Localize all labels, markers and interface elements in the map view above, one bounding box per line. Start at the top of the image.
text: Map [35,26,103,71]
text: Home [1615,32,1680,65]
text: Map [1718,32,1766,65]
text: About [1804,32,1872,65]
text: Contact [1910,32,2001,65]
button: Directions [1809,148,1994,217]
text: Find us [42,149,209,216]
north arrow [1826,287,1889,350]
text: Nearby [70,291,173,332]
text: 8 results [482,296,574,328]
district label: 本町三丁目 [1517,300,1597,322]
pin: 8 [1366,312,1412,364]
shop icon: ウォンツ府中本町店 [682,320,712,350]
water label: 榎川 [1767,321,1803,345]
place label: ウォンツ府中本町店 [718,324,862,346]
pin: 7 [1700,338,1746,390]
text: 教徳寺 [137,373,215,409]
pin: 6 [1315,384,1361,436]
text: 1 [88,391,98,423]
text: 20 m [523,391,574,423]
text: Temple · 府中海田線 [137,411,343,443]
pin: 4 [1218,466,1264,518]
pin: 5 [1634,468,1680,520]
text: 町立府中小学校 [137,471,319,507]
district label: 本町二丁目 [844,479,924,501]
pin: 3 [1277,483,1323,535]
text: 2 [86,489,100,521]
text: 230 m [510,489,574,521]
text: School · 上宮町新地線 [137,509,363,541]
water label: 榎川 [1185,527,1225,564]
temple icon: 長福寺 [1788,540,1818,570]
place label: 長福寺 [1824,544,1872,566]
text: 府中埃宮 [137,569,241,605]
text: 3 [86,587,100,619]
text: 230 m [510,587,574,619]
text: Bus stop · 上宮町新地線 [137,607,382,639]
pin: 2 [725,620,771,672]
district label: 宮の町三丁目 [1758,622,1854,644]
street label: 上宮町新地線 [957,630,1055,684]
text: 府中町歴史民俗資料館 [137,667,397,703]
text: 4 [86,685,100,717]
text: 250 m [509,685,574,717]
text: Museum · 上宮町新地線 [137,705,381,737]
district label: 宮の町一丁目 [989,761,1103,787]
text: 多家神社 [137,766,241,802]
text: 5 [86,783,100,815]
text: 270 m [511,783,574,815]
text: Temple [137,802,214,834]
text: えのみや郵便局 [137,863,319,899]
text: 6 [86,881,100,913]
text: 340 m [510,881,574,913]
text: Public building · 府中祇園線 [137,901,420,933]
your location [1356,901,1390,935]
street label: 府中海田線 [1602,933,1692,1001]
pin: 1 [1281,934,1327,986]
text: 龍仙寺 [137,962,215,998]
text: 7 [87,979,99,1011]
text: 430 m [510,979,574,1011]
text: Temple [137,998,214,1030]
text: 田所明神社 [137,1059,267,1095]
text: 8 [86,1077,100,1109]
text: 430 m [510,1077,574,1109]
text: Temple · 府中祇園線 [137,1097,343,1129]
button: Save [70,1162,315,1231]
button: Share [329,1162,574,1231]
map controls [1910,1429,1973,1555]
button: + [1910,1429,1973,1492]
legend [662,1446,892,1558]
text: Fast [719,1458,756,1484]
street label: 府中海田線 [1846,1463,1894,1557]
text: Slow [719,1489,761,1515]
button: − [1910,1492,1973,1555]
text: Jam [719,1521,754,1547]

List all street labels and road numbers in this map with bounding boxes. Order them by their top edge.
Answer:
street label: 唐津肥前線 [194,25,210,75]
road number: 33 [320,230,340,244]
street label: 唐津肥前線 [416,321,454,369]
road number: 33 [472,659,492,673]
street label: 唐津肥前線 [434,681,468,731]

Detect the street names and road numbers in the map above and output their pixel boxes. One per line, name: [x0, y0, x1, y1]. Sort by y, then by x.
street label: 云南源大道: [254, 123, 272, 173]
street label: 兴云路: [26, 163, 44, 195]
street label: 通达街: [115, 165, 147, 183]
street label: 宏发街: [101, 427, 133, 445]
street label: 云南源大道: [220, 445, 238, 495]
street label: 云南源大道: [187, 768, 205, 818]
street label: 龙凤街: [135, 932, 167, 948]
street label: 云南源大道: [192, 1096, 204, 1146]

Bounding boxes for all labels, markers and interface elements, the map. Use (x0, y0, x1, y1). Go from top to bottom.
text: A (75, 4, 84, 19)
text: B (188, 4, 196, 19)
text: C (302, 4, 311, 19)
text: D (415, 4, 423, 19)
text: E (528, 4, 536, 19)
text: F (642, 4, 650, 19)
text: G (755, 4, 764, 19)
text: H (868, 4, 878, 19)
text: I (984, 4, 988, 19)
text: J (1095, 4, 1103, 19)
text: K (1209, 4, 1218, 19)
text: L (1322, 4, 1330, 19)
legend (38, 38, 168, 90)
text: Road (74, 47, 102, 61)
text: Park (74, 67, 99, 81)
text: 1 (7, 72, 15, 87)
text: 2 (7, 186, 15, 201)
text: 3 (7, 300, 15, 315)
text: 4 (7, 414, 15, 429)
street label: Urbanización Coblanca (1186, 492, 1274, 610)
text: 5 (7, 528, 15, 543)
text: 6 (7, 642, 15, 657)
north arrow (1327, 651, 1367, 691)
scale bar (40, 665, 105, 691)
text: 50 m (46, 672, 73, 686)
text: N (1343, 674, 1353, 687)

▸ Problem statement:
Write out the whole listing exactly.

▸ The completed task:
Localize all labels, markers and interface elements in the map view above, one bounding box per line. Start at the top of the image.
text: Map [35,26,103,71]
text: Home [1615,32,1680,65]
text: Map [1718,32,1766,65]
text: About [1804,32,1872,65]
text: Contact [1910,32,2001,65]
button: Directions [1809,148,1994,217]
text: Find us [42,149,209,216]
north arrow [1826,287,1889,350]
text: Nearby [70,291,173,332]
text: 8 results [482,296,574,328]
district label: 本町三丁目 [1517,300,1597,322]
pin: 8 [1366,312,1412,364]
shop icon: ウォンツ府中本町店 [682,320,712,350]
water label: 榎川 [1767,321,1803,345]
place label: ウォンツ府中本町店 [718,324,862,346]
pin: 7 [1700,338,1746,390]
text: 教徳寺 [137,373,215,409]
pin: 6 [1315,384,1361,436]
text: 1 [88,391,98,423]
text: 20 m [523,391,574,423]
text: Temple · 府中海田線 [137,411,343,443]
pin: 4 [1218,466,1264,518]
pin: 5 [1634,468,1680,520]
text: 町立府中小学校 [137,471,319,507]
district label: 本町二丁目 [844,479,924,501]
pin: 3 [1277,483,1323,535]
text: 2 [86,489,100,521]
text: 230 m [510,489,574,521]
text: School · 上宮町新地線 [137,509,363,541]
water label: 榎川 [1185,527,1225,564]
temple icon: 長福寺 [1788,540,1818,570]
place label: 長福寺 [1824,544,1872,566]
text: 府中埃宮 [137,569,241,605]
text: 3 [86,587,100,619]
text: 230 m [510,587,574,619]
text: Bus stop · 上宮町新地線 [137,607,382,639]
pin: 2 [725,620,771,672]
district label: 宮の町三丁目 [1758,622,1854,644]
street label: 上宮町新地線 [957,630,1055,684]
text: 府中町歴史民俗資料館 [137,667,397,703]
text: 4 [86,685,100,717]
text: 250 m [509,685,574,717]
text: Museum · 上宮町新地線 [137,705,381,737]
district label: 宮の町一丁目 [989,761,1103,787]
text: 多家神社 [137,766,241,802]
text: 5 [86,783,100,815]
text: 270 m [511,783,574,815]
text: Temple [137,802,214,834]
text: えのみや郵便局 [137,863,319,899]
text: 6 [86,881,100,913]
text: 340 m [510,881,574,913]
text: Public building · 府中祇園線 [137,901,420,933]
your location [1356,901,1390,935]
street label: 府中海田線 [1602,933,1692,1001]
pin: 1 [1281,934,1327,986]
text: 龍仙寺 [137,962,215,998]
text: 7 [87,979,99,1011]
text: 430 m [510,979,574,1011]
text: Temple [137,998,214,1030]
text: 田所明神社 [137,1059,267,1095]
text: 8 [86,1077,100,1109]
text: 430 m [510,1077,574,1109]
text: Temple · 府中祇園線 [137,1097,343,1129]
button: Save [70,1162,315,1231]
button: Share [329,1162,574,1231]
map controls [1910,1429,1973,1555]
button: + [1910,1429,1973,1492]
legend [662,1446,892,1558]
text: Fast [719,1458,756,1484]
street label: 府中海田線 [1846,1463,1894,1557]
text: Slow [719,1489,761,1515]
button: − [1910,1492,1973,1555]
text: Jam [719,1521,754,1547]

List all street labels and road numbers in this map with bounding boxes. Order them by their top edge.
Answer:
street label: 唐津肥前線 [194,25,210,75]
road number: 33 [320,230,340,244]
street label: 唐津肥前線 [416,321,454,369]
road number: 33 [472,659,492,673]
street label: 唐津肥前線 [434,681,468,731]

Detect the street names and road numbers in the map above and output their pixel boxes. One per line, name: [x0, y0, x1, y1]. Sort by y, then by x.
street label: 云南源大道: [254, 123, 272, 173]
street label: 兴云路: [26, 163, 44, 195]
street label: 通达街: [115, 165, 147, 183]
street label: 宏发街: [101, 427, 133, 445]
street label: 云南源大道: [220, 445, 238, 495]
street label: 云南源大道: [187, 768, 205, 818]
street label: 龙凤街: [135, 932, 167, 948]
street label: 云南源大道: [192, 1096, 204, 1146]

Bounding boxes for all labels, markers and interface elements, the map. Use (x0, y0, x1, y1). Go from top to bottom.
text: A (75, 4, 84, 19)
text: B (188, 4, 196, 19)
text: C (302, 4, 311, 19)
text: D (415, 4, 423, 19)
text: E (528, 4, 536, 19)
text: F (642, 4, 650, 19)
text: G (755, 4, 764, 19)
text: H (868, 4, 878, 19)
text: I (984, 4, 988, 19)
text: J (1095, 4, 1103, 19)
text: K (1209, 4, 1218, 19)
text: L (1322, 4, 1330, 19)
legend (38, 38, 168, 90)
text: Road (74, 47, 102, 61)
text: Park (74, 67, 99, 81)
text: 1 (7, 72, 15, 87)
text: 2 (7, 186, 15, 201)
text: 3 (7, 300, 15, 315)
text: 4 (7, 414, 15, 429)
street label: Urbanización Coblanca (1186, 492, 1274, 610)
text: 5 (7, 528, 15, 543)
text: 6 (7, 642, 15, 657)
north arrow (1327, 651, 1367, 691)
scale bar (40, 665, 105, 691)
text: 50 m (46, 672, 73, 686)
text: N (1343, 674, 1353, 687)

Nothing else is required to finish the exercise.